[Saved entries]

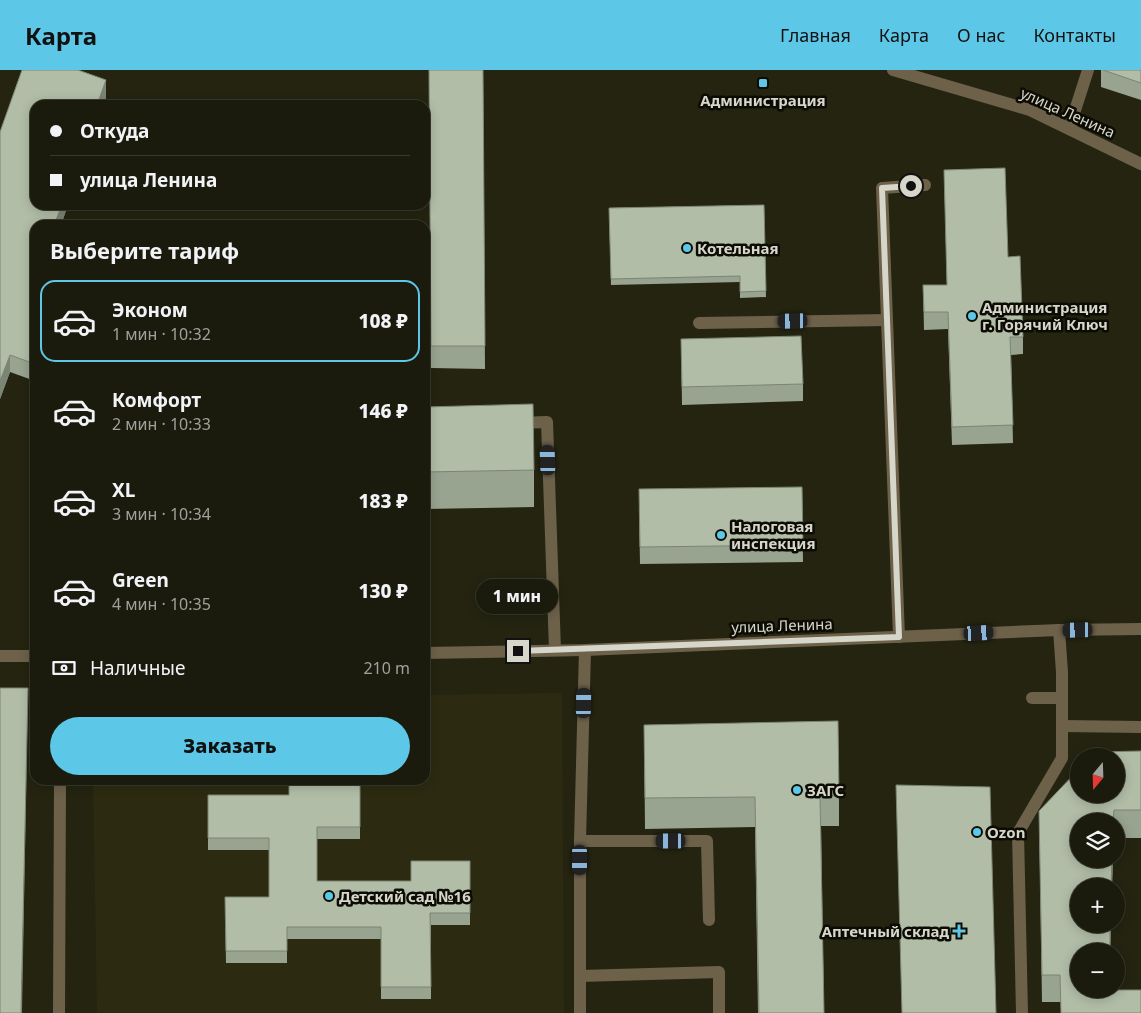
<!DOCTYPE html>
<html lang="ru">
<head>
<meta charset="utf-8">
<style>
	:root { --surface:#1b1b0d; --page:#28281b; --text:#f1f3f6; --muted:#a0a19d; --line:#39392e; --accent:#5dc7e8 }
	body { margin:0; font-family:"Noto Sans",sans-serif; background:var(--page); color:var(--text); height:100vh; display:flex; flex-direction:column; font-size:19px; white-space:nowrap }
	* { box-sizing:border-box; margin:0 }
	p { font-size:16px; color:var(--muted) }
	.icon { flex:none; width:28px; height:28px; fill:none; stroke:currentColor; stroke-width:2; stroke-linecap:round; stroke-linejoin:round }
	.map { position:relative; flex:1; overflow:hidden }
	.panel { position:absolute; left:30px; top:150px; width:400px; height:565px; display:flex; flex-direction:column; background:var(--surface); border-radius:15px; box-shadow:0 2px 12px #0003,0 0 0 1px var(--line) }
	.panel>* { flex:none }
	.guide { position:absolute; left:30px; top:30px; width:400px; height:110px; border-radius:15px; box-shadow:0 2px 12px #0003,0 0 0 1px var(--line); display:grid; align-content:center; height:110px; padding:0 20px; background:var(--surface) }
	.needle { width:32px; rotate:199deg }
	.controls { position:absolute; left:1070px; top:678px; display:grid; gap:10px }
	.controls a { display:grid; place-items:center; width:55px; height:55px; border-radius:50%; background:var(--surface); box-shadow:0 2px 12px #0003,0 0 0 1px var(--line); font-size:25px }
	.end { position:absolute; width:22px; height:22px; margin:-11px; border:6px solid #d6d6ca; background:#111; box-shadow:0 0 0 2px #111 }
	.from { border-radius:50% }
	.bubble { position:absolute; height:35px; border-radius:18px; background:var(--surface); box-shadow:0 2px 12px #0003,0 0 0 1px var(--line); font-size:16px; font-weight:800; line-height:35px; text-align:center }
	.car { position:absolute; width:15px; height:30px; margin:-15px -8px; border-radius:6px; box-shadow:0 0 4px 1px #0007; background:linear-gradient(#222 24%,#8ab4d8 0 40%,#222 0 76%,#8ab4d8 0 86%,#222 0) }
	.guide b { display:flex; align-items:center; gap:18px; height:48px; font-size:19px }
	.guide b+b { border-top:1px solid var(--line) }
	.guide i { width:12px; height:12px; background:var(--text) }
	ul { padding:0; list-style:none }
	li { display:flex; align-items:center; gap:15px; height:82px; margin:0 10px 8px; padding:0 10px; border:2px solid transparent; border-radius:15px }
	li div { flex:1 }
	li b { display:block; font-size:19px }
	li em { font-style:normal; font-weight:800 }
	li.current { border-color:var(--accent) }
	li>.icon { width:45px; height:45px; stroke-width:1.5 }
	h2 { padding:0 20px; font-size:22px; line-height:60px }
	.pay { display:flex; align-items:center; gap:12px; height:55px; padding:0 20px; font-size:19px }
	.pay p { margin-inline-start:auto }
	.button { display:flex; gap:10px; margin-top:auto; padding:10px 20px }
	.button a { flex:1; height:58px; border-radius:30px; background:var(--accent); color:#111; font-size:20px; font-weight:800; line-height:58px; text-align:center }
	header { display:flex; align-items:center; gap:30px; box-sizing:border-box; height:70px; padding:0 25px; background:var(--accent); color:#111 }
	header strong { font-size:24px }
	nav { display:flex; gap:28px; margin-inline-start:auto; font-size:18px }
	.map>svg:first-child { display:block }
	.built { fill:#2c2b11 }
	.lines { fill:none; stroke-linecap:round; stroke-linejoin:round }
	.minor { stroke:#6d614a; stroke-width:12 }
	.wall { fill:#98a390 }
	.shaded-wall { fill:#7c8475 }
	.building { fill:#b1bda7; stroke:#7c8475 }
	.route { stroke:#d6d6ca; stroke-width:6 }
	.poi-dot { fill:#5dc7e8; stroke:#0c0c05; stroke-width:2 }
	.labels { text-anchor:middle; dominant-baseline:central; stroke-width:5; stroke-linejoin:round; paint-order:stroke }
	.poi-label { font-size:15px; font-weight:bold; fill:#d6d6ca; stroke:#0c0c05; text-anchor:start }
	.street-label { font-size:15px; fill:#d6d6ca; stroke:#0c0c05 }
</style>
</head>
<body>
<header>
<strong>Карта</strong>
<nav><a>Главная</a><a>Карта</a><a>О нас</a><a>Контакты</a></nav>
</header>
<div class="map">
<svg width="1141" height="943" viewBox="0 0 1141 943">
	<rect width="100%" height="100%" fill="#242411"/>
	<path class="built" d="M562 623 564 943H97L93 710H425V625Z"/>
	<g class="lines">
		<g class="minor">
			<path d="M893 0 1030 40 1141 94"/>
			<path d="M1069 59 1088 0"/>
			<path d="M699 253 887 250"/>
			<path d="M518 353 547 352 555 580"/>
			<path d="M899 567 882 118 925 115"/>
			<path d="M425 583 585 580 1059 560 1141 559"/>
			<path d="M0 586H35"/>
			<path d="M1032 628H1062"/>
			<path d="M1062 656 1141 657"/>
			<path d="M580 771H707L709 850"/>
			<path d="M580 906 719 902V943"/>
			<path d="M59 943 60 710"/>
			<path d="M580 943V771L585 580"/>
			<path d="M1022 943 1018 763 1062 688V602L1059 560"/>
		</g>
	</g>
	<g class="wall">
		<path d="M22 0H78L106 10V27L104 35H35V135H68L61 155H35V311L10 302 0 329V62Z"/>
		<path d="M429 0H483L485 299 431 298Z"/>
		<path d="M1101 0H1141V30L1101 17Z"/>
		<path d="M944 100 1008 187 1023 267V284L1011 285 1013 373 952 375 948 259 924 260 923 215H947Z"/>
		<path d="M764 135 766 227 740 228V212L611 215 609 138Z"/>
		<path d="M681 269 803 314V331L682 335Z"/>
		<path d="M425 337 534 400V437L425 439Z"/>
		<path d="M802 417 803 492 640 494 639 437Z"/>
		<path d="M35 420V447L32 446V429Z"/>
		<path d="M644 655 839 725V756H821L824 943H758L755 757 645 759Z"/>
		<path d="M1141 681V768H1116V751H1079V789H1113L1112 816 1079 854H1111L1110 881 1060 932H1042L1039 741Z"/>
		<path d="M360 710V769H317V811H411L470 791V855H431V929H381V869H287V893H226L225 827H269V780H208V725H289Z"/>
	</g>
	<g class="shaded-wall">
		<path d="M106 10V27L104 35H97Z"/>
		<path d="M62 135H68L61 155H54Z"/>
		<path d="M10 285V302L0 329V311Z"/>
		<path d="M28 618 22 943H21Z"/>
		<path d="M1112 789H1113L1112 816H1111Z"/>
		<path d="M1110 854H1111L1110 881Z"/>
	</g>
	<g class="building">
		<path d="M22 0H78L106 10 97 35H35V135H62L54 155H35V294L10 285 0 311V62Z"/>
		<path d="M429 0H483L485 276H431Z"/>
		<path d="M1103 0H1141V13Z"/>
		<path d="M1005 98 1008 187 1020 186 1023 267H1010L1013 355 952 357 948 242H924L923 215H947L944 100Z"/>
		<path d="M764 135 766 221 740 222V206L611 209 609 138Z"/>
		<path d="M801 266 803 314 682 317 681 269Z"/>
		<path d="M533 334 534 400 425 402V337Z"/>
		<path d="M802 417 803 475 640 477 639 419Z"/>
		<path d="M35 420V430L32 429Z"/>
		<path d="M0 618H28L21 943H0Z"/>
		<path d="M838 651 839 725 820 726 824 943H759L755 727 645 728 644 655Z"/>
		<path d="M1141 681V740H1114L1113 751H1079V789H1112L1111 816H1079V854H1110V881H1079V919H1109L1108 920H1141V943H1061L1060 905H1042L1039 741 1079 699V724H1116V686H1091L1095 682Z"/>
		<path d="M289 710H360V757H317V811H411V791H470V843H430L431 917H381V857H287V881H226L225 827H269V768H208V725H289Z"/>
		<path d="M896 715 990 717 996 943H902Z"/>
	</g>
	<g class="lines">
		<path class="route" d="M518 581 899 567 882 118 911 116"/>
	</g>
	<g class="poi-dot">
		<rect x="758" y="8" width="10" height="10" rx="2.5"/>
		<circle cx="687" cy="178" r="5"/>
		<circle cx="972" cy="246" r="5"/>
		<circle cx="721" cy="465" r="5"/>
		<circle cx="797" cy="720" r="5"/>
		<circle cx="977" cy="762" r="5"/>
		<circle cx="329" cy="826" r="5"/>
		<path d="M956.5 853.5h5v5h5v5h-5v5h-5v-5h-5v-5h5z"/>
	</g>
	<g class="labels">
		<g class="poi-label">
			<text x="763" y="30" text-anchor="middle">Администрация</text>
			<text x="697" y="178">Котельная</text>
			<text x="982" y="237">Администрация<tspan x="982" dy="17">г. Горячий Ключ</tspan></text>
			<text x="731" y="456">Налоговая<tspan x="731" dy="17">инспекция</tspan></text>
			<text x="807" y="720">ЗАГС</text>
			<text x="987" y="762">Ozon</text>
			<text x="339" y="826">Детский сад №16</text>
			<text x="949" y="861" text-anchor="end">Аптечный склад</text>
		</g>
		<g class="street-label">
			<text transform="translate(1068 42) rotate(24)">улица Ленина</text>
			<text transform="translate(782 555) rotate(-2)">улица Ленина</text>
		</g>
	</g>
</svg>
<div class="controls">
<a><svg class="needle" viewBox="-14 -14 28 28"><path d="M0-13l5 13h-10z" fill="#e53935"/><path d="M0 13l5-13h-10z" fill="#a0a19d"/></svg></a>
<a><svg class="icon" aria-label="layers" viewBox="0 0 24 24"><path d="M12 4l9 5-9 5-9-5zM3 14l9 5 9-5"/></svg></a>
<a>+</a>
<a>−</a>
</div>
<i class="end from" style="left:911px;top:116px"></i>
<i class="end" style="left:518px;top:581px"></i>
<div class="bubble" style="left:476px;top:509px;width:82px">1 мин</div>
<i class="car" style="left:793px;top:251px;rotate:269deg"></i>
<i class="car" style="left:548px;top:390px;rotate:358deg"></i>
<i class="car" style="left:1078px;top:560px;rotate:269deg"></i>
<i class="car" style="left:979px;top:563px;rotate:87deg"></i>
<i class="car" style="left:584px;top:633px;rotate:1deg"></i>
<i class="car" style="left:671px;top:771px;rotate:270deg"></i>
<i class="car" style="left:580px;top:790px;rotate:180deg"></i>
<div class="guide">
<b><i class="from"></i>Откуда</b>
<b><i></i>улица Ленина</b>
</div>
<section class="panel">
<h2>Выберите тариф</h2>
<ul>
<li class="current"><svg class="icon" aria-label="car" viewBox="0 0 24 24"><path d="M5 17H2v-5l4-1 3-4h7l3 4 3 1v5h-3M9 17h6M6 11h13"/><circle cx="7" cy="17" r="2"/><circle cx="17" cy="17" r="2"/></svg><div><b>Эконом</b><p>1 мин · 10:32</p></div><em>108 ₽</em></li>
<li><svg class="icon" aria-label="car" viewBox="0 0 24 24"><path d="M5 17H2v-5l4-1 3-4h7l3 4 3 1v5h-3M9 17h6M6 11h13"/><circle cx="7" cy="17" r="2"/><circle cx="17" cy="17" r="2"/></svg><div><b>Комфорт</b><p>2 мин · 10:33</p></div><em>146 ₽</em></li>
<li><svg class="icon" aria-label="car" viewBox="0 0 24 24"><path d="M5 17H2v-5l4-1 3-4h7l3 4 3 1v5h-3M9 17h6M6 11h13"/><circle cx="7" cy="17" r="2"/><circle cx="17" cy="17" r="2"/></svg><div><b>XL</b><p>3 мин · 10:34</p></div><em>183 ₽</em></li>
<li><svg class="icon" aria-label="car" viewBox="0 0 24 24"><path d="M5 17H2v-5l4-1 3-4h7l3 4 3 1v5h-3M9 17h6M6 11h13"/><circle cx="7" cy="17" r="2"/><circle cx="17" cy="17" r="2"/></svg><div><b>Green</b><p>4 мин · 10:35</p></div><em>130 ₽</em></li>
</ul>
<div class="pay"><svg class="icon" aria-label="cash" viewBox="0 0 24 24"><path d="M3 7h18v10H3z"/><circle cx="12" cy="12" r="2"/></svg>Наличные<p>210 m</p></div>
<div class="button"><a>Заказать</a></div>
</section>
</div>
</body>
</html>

§ **Action item**:
From the records, copy out each line that includes the string "body".

§ **Result of this task**:
	body { margin:0; font-family:"Noto Sans",sans-serif; background:var(--page); color:var(--text); height:100vh; display:flex; flex-direction:column; font-size:19px; white-space:nowrap }
<body>
</body>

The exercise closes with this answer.